Following a set of idioms and using common utilities when running NISQy quantum experiments is advantageous to:
This notebook shows how to design the infrastructure to support a simple experiment.
In [ ]:
import os
import numpy as np
import sympy
import cirq
import recirq
We organize our experiments around the concept of "tasks". A task is a unit of work which consists of loading in input data, doing data processing or data collection, and saving results. Dividing your pipeline into tasks can be more of an art than a science. However, some rules of thumb can be observed:
A task should be at least 30 seconds worth of work but less than ten minutes worth of work. Finer division of tasks can make your pipelines more composable, more resistant to failure, easier to restart from failure, and easier to parallelize. Coarser division of tasks can amortize the cost of input and ouput data serialization and deserialization.
A task should be completely determined by a small-to-medium collection of primitive data type parameters. In fact, these parameters will represent instances of tasks and will act as "keys" in a database or on the filesystem.

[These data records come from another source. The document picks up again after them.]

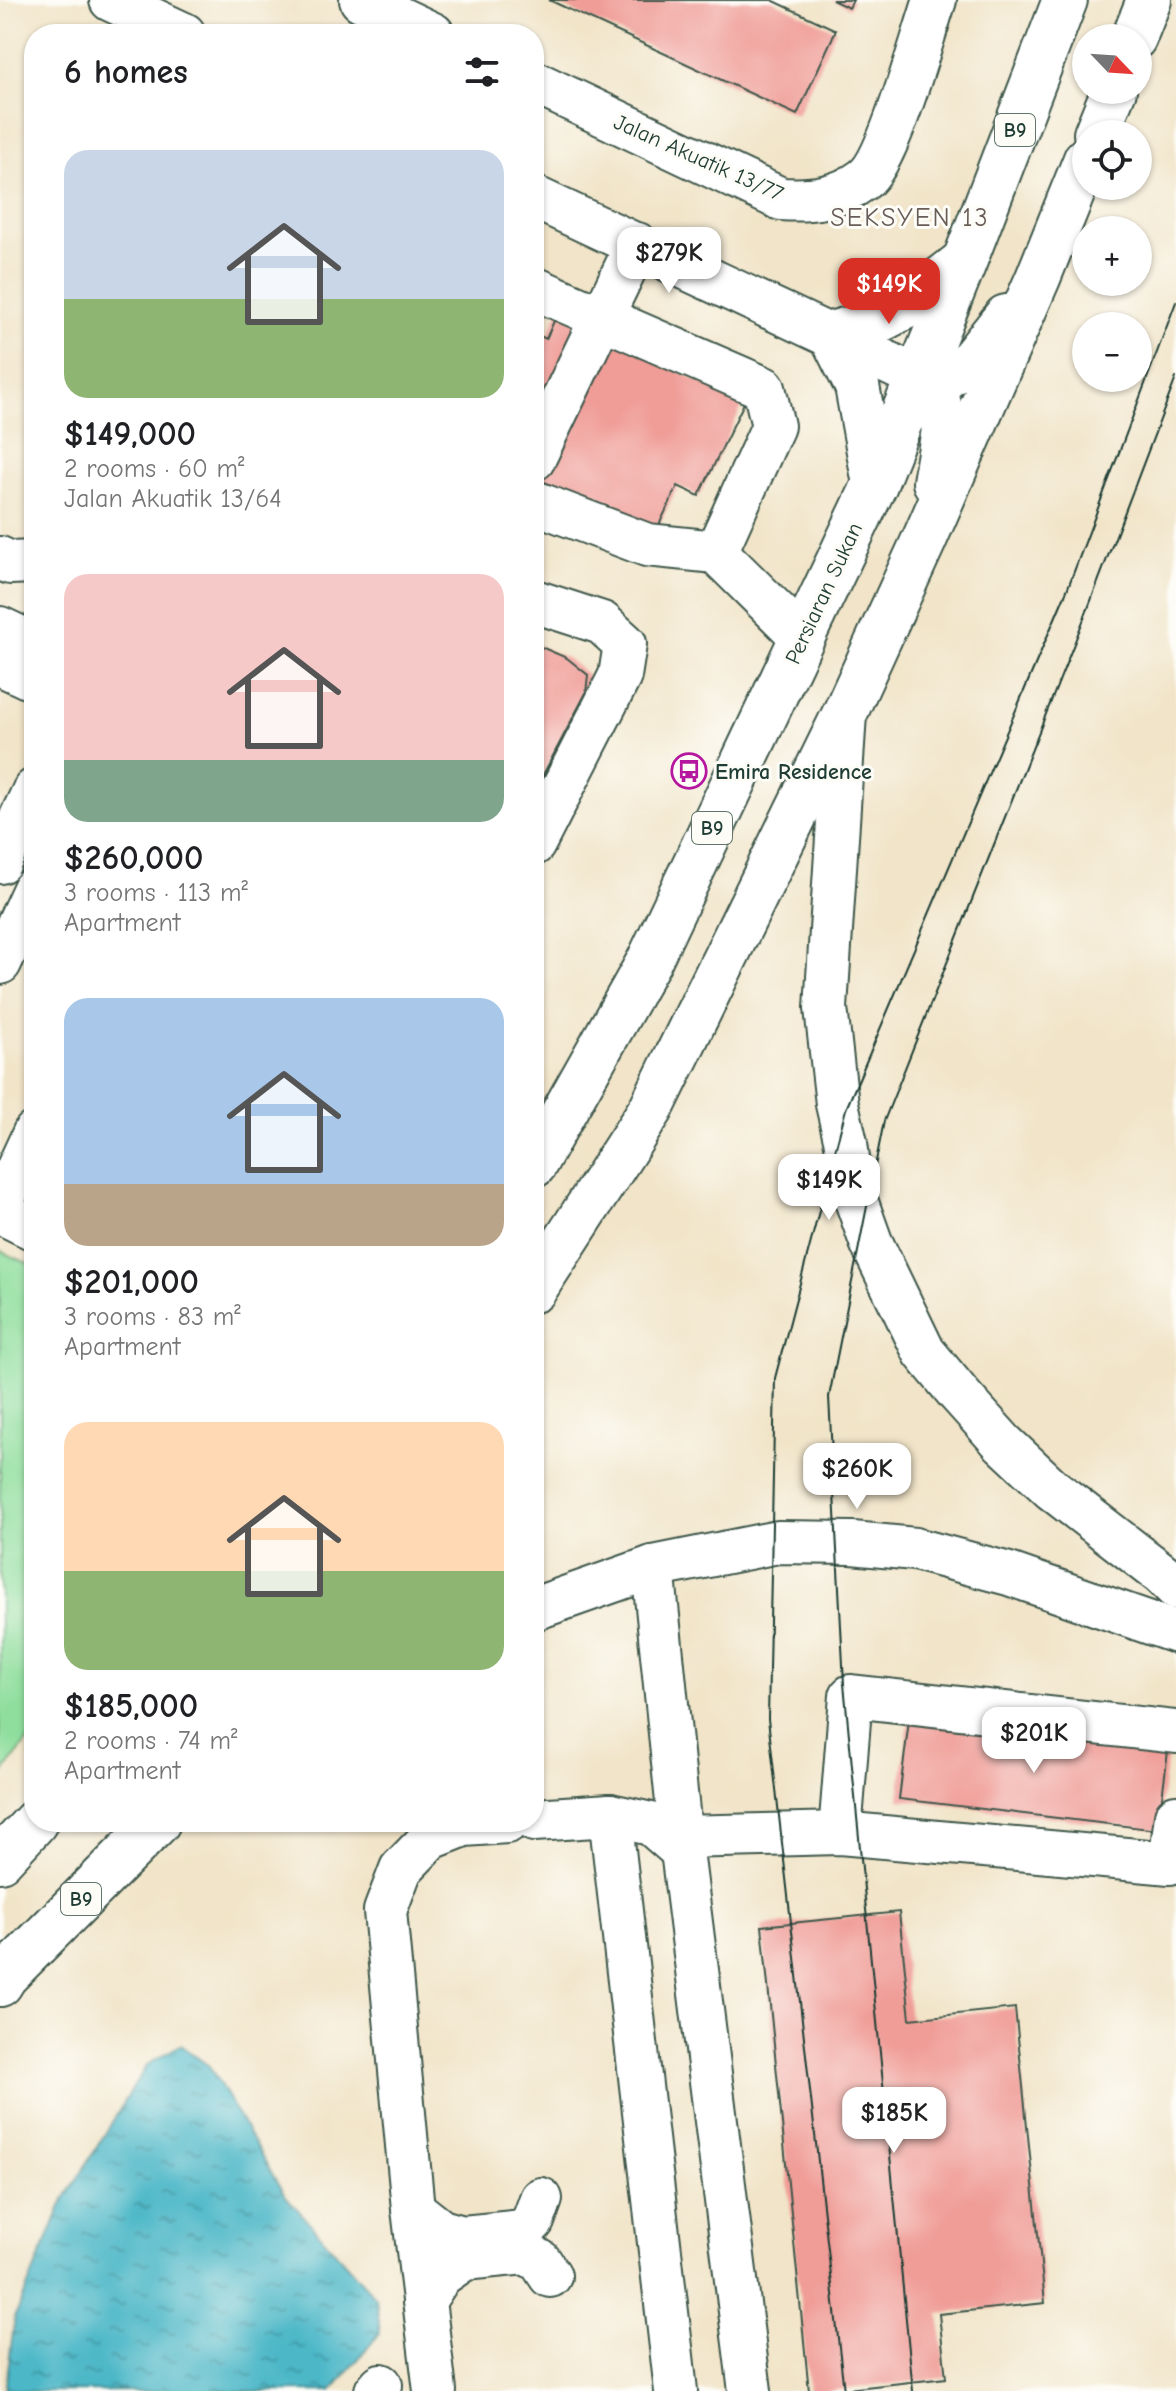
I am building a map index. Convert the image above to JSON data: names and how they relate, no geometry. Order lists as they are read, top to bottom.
{
  "streets": {
    "main road": ["B9", "Persiaran Sukan"],
    "street": ["Jalan Akuatik 13/77"]
  },
  "districts": ["SEKSYEN 13"],
  "places": {
    "bus stop": ["Emira Residence"]
  },
  "north": "bottom right",
  "page": {
    "map_buttons": ["+", "−"],
    "heading": "6 homes",
    "list": [
      {
        "name": "$149,000",
        "note": "2 rooms · 60 m² · Jalan Akuatik 13/64"
      },
      {
        "name": "$260,000",
        "note": "3 rooms · 113 m² · Apartment"
      },
      {
        "name": "$201,000",
        "note": "3 rooms · 83 m² · Apartment"
      },
      {
        "name": "$185,000",
        "note": "2 rooms · 74 m² · Apartment"
      }
    ],
    "price": [
      "$279K",
      "$149K",
      "$149K",
      "$260K",
      "$201K",
      "$185K"
    ]
  }
}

Practically, a task consists of a TasknameTask
(use your own name!) dataclass and a function which takes an instance of such a class as its argument, does the requisite data processing, and saves its results. Here, we define the ReadoutScanTask
class with members that tell us exactly what data we want to collect.
In [ ]:
@recirq.json_serializable_dataclass(namespace='recirq.readout_scan',
registry=recirq.Registry,
frozen=True)
class ReadoutScanTask:
"""Scan over Ry(theta) angles from -pi/2 to 3pi/2 tracing out a sinusoid
which is primarily affected by readout error.
See Also:
:py:func:`run_readout_scan`
Attributes:
dataset_id: A unique identifier for this dataset.
device_name: The device to run on, by name.
n_shots: The number of repetitions for each theta value.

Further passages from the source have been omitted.